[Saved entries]
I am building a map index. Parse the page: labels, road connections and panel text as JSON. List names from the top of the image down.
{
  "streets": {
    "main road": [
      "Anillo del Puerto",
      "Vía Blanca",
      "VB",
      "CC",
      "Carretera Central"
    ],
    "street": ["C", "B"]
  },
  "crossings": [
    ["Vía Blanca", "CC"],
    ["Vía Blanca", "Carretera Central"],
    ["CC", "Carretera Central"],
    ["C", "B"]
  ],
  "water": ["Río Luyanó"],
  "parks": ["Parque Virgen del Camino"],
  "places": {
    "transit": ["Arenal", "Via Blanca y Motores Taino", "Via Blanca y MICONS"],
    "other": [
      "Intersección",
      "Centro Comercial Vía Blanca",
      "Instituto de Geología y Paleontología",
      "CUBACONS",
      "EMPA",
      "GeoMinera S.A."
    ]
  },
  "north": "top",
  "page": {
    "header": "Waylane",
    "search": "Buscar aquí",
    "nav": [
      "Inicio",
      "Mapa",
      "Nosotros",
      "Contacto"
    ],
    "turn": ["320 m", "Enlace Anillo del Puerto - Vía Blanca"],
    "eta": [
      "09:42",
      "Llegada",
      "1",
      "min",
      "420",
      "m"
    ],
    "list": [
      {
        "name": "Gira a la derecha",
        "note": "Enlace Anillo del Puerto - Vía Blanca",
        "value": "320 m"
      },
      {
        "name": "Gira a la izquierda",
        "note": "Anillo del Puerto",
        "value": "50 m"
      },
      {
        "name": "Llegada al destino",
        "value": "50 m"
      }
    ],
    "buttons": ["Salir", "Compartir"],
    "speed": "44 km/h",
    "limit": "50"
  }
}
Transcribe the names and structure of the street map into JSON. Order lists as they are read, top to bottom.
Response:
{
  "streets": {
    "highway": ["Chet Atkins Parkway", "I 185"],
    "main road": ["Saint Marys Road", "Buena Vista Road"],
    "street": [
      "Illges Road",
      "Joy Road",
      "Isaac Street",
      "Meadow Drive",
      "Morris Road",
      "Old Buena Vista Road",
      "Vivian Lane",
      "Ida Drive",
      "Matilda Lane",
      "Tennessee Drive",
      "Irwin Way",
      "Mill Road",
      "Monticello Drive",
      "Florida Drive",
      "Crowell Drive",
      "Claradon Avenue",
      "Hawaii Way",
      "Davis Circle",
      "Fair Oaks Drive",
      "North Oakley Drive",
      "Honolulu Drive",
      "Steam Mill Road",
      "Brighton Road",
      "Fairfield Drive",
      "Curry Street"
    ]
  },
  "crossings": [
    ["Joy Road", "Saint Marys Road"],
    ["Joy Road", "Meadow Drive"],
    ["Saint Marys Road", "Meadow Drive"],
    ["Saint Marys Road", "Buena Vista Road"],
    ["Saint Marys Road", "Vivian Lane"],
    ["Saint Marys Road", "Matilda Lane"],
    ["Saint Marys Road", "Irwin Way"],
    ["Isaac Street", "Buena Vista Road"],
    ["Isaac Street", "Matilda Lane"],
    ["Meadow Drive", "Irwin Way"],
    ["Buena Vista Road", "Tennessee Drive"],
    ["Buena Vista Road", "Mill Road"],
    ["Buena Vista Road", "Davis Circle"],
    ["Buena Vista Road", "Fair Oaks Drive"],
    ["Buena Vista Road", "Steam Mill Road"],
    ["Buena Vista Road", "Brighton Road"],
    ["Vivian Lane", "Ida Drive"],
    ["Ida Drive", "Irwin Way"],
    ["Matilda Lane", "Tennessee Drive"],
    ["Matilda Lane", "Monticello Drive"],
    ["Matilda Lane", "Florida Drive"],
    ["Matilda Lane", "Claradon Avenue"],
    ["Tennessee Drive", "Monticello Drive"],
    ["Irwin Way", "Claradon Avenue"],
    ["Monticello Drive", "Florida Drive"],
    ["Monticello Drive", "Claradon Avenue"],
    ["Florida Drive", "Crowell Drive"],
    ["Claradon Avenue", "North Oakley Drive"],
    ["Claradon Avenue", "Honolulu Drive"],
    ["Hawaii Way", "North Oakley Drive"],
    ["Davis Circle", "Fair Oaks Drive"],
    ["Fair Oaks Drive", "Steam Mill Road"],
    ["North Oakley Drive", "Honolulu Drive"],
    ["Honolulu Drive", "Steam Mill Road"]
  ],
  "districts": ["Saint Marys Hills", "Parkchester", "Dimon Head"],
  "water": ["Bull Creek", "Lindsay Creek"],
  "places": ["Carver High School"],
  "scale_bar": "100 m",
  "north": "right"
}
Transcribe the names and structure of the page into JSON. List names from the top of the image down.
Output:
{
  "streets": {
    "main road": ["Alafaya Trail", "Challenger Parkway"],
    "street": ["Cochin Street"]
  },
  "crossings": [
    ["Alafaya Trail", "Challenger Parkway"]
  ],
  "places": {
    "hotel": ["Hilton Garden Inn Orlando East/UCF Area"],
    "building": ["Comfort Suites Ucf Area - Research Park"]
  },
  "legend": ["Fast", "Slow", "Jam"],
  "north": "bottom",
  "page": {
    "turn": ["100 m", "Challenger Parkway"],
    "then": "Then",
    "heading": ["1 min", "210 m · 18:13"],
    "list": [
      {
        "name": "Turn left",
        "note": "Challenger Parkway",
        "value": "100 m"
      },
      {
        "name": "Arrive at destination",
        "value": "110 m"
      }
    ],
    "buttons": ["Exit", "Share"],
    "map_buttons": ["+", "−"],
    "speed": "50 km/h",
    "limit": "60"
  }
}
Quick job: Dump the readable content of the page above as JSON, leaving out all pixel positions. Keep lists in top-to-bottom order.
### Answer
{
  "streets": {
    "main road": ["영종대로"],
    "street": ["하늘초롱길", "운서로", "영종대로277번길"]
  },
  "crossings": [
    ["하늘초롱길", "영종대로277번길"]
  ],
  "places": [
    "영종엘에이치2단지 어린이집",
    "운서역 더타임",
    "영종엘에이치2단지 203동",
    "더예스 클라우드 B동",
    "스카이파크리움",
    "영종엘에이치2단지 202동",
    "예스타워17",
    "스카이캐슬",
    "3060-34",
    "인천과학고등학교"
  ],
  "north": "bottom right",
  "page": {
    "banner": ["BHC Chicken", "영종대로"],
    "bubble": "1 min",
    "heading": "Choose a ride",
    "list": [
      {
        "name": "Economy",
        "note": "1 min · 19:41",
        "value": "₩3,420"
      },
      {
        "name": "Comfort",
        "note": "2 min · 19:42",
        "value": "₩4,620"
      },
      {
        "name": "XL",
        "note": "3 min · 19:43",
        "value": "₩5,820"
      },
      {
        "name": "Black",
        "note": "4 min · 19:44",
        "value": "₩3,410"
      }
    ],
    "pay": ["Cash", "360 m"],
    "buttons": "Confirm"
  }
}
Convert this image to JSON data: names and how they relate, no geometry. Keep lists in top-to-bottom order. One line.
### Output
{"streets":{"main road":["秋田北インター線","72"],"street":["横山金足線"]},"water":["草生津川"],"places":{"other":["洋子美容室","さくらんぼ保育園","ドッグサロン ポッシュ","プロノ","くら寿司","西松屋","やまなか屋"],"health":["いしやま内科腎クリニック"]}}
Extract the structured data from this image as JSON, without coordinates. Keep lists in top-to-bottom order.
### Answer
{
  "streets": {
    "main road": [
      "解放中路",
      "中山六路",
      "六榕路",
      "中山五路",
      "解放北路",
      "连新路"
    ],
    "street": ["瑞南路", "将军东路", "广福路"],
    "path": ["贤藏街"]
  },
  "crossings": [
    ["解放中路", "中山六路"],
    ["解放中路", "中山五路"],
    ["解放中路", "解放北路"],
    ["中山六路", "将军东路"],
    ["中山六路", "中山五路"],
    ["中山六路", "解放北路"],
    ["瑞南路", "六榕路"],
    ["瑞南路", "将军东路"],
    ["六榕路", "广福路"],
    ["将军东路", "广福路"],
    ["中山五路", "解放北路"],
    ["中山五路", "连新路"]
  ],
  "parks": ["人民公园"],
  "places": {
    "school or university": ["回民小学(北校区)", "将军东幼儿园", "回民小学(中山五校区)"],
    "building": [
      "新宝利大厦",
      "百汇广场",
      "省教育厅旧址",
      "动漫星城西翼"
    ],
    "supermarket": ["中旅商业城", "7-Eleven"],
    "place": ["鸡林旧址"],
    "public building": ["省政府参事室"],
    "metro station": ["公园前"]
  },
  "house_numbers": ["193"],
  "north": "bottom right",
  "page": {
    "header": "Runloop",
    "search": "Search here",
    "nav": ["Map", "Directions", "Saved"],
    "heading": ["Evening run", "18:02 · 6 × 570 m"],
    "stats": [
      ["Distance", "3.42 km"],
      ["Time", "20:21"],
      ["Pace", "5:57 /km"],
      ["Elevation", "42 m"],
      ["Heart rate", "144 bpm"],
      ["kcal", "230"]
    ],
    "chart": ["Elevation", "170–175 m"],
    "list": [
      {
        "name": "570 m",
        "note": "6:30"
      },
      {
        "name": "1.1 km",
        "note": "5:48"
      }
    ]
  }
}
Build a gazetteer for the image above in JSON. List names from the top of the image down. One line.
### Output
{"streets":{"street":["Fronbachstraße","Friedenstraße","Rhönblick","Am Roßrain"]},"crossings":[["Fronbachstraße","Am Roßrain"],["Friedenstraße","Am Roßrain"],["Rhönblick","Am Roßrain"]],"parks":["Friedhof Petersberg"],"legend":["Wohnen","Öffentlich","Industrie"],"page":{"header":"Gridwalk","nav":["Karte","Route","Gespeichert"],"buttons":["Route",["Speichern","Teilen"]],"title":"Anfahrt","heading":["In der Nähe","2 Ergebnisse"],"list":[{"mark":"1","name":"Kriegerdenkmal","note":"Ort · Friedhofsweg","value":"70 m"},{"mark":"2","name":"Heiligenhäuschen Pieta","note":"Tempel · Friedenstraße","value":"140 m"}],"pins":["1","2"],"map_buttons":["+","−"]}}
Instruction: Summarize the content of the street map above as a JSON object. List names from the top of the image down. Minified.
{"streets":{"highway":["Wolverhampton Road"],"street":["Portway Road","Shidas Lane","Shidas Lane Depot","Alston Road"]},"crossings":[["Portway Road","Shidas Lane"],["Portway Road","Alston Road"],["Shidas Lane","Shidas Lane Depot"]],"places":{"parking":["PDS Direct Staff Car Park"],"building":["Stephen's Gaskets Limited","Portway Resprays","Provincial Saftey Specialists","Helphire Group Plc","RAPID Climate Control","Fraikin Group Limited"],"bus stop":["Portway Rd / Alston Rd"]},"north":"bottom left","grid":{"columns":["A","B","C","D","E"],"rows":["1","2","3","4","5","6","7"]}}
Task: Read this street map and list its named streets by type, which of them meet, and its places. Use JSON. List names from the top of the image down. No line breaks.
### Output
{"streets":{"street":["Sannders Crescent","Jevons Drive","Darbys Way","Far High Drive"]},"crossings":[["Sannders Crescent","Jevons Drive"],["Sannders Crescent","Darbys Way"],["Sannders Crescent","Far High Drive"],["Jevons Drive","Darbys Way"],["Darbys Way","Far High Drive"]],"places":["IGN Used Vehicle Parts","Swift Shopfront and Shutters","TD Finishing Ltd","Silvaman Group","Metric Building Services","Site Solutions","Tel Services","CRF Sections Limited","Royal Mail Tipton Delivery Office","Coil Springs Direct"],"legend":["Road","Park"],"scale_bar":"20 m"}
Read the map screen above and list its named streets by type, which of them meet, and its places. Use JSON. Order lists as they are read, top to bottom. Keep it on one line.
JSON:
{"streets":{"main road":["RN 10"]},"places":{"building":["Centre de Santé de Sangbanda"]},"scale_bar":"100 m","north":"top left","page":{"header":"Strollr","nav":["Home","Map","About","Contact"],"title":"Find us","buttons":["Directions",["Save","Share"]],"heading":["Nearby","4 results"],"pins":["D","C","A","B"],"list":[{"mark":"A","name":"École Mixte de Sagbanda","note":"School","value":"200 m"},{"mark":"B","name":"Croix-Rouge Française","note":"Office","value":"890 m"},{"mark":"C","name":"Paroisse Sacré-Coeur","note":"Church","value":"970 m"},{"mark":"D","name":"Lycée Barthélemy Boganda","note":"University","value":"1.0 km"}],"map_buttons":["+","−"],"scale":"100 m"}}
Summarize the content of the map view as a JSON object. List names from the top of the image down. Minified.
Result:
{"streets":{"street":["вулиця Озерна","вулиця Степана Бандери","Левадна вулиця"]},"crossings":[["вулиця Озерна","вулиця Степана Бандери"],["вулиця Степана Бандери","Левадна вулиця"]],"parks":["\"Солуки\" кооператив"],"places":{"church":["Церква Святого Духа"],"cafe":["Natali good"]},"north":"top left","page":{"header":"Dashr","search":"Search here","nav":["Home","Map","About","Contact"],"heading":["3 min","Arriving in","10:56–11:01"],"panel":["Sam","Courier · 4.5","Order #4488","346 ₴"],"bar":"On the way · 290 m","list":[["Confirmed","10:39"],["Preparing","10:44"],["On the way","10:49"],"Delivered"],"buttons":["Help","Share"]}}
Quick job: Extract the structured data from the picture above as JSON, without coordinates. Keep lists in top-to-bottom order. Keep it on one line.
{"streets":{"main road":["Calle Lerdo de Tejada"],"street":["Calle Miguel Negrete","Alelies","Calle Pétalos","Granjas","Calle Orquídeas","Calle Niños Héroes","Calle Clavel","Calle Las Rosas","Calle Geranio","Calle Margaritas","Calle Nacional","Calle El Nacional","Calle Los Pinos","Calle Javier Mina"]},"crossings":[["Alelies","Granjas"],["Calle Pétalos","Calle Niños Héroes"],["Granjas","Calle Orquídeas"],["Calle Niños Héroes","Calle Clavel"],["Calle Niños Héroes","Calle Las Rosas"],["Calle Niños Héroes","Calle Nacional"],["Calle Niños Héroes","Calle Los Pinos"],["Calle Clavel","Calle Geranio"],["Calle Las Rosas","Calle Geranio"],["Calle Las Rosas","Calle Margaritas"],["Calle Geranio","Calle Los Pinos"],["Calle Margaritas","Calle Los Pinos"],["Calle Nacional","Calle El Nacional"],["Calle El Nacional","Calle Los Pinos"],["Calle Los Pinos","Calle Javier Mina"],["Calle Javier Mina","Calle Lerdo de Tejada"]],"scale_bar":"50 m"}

> _Problem_
Would you please copy all lines in the data that contain the word "Elevation"?

> _Solution_
      ["Elevation", "42 m"],
    "chart": ["Elevation", "170–175 m"],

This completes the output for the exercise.